# Task description:
A line below contains "I need the bounding box of all labels, markers", and a later one contains "I need the bounding box of all text". Repeat both, with every line between them, exactly.

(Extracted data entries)
++++

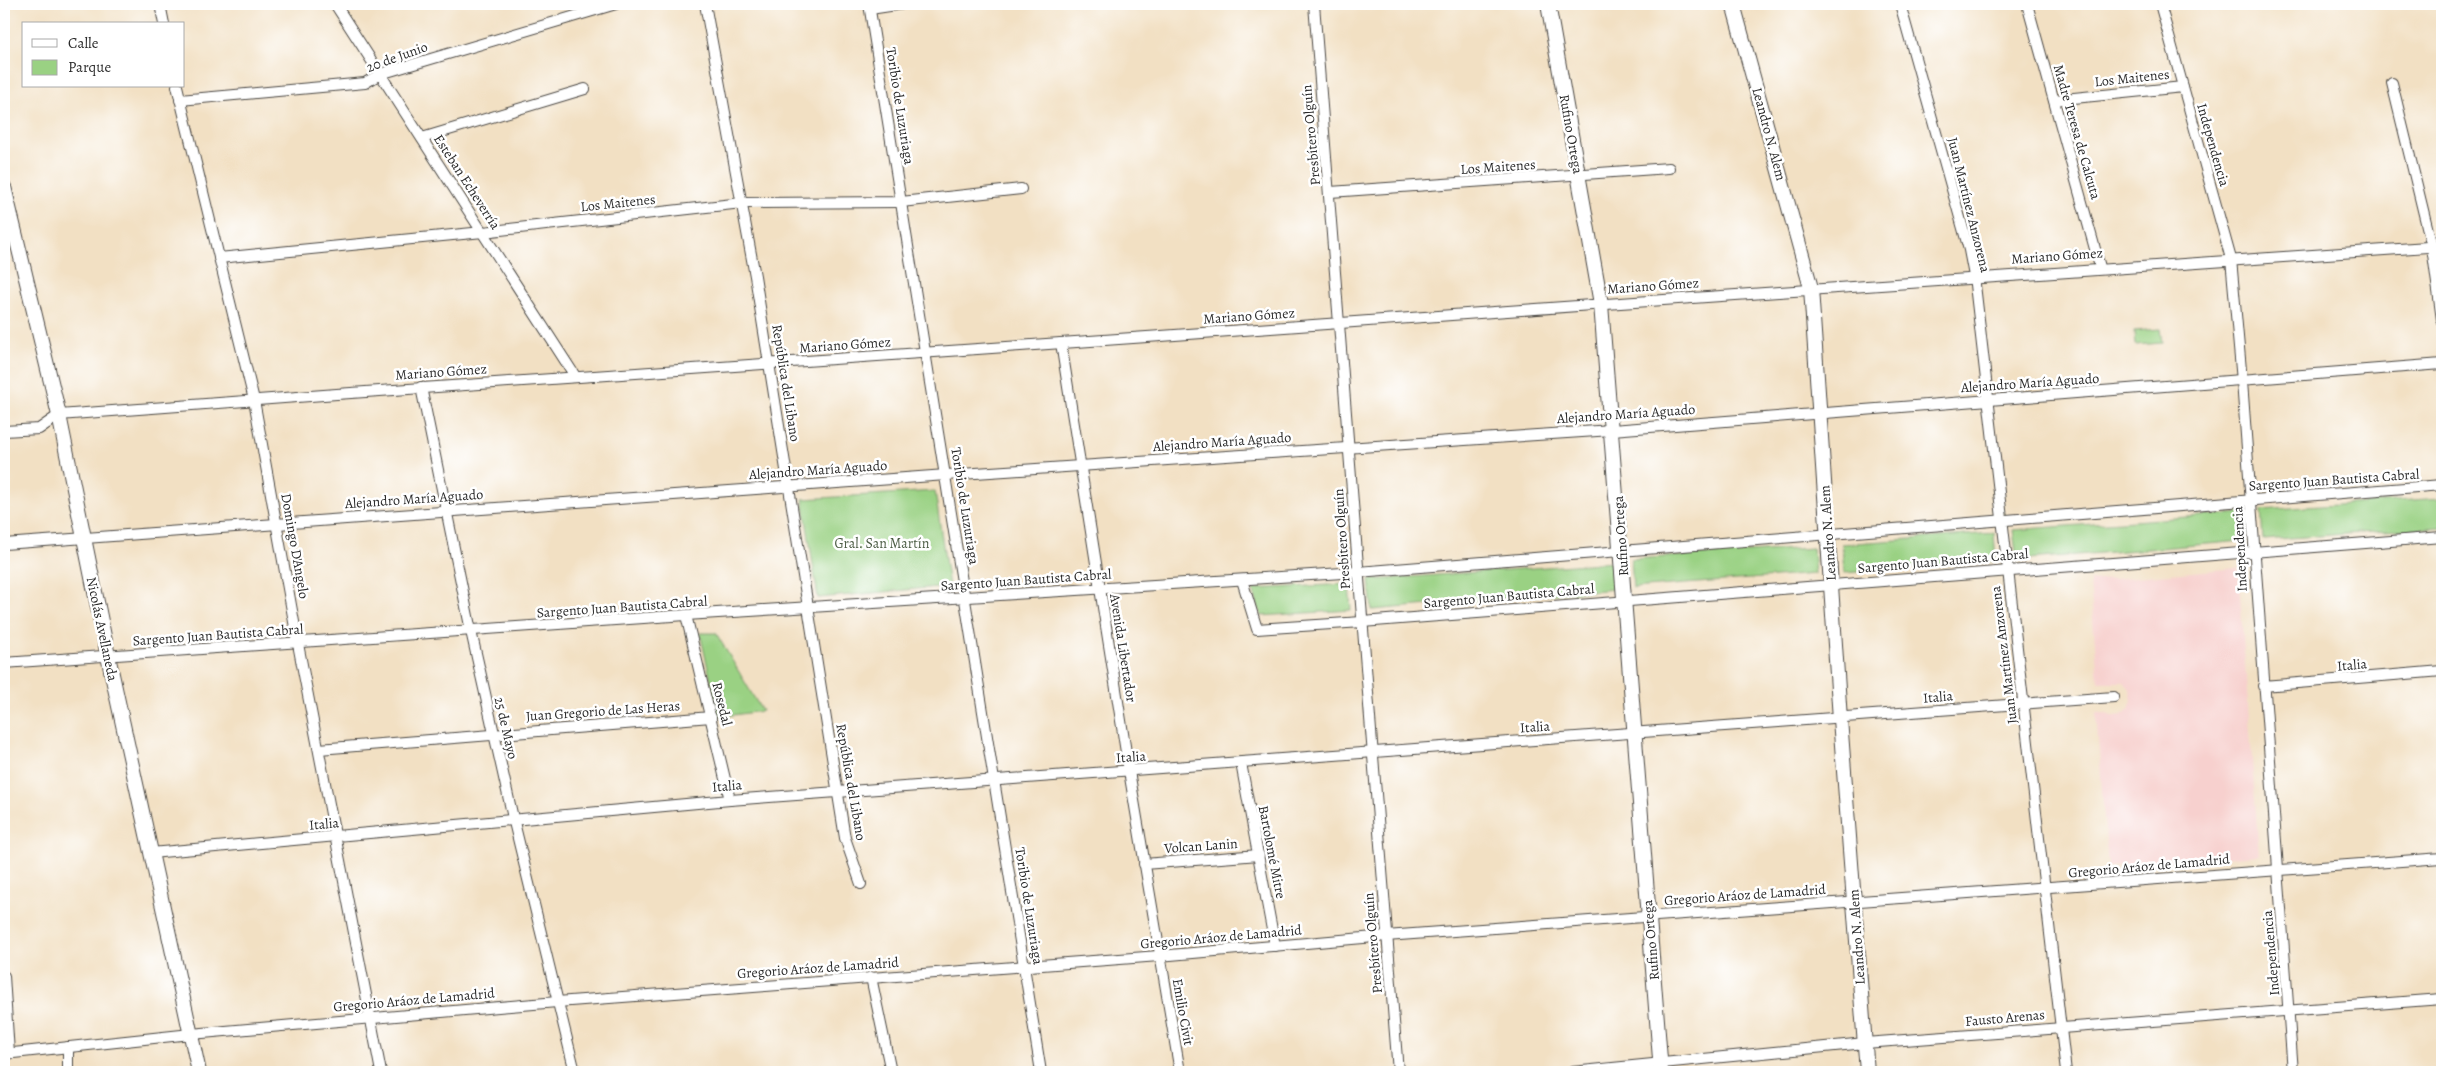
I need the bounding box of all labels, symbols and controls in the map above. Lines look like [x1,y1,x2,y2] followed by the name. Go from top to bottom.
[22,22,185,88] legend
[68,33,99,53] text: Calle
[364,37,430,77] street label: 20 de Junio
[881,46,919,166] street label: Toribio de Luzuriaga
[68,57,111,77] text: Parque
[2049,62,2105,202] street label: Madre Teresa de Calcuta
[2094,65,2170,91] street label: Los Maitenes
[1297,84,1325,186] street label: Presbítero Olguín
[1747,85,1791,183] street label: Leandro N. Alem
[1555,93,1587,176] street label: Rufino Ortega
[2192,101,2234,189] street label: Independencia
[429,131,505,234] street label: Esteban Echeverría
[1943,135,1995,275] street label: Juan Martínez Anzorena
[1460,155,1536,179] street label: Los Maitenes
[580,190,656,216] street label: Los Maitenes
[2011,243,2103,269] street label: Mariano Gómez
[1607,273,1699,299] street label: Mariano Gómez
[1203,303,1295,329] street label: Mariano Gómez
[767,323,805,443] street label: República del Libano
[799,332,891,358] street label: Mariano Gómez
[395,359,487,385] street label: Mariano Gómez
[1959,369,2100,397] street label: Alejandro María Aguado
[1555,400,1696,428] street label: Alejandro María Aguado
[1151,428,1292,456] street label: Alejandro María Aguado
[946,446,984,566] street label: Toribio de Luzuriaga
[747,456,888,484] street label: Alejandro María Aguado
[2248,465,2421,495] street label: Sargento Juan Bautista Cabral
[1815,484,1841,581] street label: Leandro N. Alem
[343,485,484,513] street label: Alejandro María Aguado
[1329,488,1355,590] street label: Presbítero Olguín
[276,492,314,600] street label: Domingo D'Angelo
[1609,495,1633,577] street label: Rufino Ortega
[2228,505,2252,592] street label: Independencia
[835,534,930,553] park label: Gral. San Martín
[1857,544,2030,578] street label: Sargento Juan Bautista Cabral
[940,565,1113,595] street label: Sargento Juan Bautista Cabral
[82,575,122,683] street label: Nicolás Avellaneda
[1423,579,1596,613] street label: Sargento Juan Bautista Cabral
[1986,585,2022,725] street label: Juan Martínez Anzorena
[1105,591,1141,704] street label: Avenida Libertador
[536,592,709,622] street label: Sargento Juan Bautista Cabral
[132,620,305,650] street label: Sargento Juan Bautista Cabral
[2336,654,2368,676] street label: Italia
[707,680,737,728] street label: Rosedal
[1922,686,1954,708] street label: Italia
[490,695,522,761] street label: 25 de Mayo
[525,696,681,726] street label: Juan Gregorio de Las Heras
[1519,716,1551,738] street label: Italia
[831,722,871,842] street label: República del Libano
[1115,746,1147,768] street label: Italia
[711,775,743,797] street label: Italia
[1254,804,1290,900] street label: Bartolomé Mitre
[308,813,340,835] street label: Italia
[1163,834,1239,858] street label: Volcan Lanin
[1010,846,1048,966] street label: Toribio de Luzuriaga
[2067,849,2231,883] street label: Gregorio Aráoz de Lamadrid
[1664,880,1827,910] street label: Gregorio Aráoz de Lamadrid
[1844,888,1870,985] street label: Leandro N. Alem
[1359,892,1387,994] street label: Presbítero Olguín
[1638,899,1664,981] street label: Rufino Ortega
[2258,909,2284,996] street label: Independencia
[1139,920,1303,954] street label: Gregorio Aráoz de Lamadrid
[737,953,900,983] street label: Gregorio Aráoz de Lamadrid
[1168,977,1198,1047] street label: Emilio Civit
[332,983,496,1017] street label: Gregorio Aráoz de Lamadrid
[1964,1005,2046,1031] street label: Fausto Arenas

++++

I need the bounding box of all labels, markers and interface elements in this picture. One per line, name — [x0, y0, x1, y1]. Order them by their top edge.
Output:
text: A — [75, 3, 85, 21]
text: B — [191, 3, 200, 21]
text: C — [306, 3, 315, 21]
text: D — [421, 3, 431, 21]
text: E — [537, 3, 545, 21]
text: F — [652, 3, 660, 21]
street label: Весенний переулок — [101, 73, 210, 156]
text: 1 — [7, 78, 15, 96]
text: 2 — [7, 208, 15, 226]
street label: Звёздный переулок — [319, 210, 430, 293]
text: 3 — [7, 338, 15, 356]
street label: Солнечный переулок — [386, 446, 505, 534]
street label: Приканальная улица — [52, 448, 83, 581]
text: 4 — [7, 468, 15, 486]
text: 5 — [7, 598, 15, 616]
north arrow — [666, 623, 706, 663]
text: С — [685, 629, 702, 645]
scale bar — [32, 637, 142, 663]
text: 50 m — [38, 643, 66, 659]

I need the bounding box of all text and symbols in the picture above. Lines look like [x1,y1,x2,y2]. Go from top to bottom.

++++

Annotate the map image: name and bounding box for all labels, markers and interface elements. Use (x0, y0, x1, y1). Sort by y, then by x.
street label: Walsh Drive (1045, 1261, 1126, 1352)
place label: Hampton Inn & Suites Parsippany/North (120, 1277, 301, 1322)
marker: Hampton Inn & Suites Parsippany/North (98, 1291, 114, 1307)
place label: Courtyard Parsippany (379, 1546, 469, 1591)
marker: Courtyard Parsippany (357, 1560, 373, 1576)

++++

# Exercise output:
I need the bounding box of all labels, markers and interface elements in this picture. One per line, name — [x0, y0, x1, y1]. Order them by their top edge.
Output:
text: A — [75, 3, 85, 21]
text: B — [191, 3, 200, 21]
text: C — [306, 3, 315, 21]
text: D — [421, 3, 431, 21]
text: E — [537, 3, 545, 21]
text: F — [652, 3, 660, 21]
street label: Весенний переулок — [101, 73, 210, 156]
text: 1 — [7, 78, 15, 96]
text: 2 — [7, 208, 15, 226]
street label: Звёздный переулок — [319, 210, 430, 293]
text: 3 — [7, 338, 15, 356]
street label: Солнечный переулок — [386, 446, 505, 534]
street label: Приканальная улица — [52, 448, 83, 581]
text: 4 — [7, 468, 15, 486]
text: 5 — [7, 598, 15, 616]
north arrow — [666, 623, 706, 663]
text: С — [685, 629, 702, 645]
scale bar — [32, 637, 142, 663]
text: 50 m — [38, 643, 66, 659]

I need the bounding box of all text and symbols in the picture above. Lines look like [x1,y1,x2,y2]. Go from top to bottom.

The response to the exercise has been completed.